Comparing Files


Often you need to see whether two files have different contents and to list the differences if there are any For example, you may want to compare two versions of a document you’re working on to see what you’ve changed. It is also sometimes useful to be able to tell whether files having the same name in two different directories are simply different copies of the same file, or whether the files themselves are different.

  • cmp, comm, and diff each tell whether two files are the same or different, and they give information about where or how the files differ. The differences among them have to do with how much information they give you, and how they display it.

  • patch uses the list of differences produced by diff, together with an original file, to update the original to include the differences.

  • dircmp tells whether the files in two directories are the same or different.

cmp

The cmp command is the simplest of the file comparison tools. It tells you whether two files differ, and if they do, it reports the position in the file where the first difference occurs. The following example illustrates how it works:

 $ cat note Nate, Here's the first draft of the plan. I think it needs more work. $ cat note.more Nate, Here's the first draft of the new plan. I think it needs more work. Let me know what you think. $ cmp note note.more note note.more differ: byte 37, line 2

This output shows that the first difference in the two files occurs at the 37th character, which is in the second line. cmp does not print anything if there are no differences in the files.

comm

The comm (common) command is designed to compare two sorted files and show lines that are the same or different. You can display lines that are found only in the first file, lines found only in the second file, and/or lines that are found in both files.

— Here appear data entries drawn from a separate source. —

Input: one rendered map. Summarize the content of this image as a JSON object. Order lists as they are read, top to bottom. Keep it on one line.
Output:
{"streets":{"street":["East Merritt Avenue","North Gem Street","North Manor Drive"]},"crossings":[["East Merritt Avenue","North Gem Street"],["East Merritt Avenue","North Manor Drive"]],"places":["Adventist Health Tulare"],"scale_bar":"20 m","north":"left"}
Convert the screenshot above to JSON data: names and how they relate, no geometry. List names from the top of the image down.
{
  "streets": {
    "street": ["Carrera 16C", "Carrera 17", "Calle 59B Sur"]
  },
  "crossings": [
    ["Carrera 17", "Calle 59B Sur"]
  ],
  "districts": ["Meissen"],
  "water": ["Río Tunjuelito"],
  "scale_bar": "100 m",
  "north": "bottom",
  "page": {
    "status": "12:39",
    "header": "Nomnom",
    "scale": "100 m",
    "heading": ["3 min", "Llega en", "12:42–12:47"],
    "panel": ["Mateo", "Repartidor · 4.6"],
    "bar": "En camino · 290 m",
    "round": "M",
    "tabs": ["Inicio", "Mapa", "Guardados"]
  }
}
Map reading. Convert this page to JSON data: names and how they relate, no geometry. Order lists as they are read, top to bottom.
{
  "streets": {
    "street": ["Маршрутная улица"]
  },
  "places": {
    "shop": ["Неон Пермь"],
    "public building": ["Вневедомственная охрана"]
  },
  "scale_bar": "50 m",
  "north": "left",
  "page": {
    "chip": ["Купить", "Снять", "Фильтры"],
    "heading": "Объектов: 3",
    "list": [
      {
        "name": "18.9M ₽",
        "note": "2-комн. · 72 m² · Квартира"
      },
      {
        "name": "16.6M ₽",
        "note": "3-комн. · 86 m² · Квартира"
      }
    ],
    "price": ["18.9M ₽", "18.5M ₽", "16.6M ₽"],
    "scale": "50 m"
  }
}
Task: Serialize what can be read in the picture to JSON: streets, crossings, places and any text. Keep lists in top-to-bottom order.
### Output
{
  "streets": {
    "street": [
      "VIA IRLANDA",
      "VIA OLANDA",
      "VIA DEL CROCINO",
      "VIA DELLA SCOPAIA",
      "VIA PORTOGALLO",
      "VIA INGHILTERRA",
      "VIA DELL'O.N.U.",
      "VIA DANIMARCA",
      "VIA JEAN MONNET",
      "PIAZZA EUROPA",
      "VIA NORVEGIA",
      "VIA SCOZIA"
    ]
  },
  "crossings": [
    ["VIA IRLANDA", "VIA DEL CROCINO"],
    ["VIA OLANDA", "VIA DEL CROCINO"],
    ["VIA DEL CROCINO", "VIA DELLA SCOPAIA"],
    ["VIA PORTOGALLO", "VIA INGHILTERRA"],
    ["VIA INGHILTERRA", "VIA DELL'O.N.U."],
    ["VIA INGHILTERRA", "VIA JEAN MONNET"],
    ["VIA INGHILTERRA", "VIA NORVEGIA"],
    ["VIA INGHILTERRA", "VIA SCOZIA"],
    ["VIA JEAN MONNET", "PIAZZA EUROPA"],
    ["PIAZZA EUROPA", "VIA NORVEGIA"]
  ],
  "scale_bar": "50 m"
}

By default, comm prints its output in three columns: lines unique to the first file, those unique to the second file, and lines found in both, respectively The following illustrates how it works, using two files containing lists of cities:

 $ comm cities.1 cities.2 New York                               Palo Alto                               San Francisco              Santa Monica                               Seattle

This shows that “New York” is only in the first file, “Santa Monica” only occurs in the second, and “Palo Alto”, “San Francisco”, and “Seattle” are found in both.

The comm command provides options you can use to control which of the summary reports it prints. Options 1 and 2 suppress the reports of lines unique to the first and second files, respectively Use 3 to suppress printing of the lines found in both. These options can be combined. For example, to print only the lines unique to the first file, use 23, like this:

 $ comm −23 cities.1 cities.2 New York

diff

The diff command compares two files, line by line, and prints out differences. In addition, for each block of text that differs between the two files, diff tells you how the text from the first file would have to be changed to match the text from the second.

The following example illustrates the diff output for the two note files described earlier:

 $ diff note note.more 2c2 < Here's the first draft of the plan. -- > Here's the first draft of the new plan. 3a4 > Let me know what you think.

Lines containing text that is found only in the first file begin with <. Lines containing text found only in the second file begin with >. Dashed lines separate parts of the diff output that refer to different files.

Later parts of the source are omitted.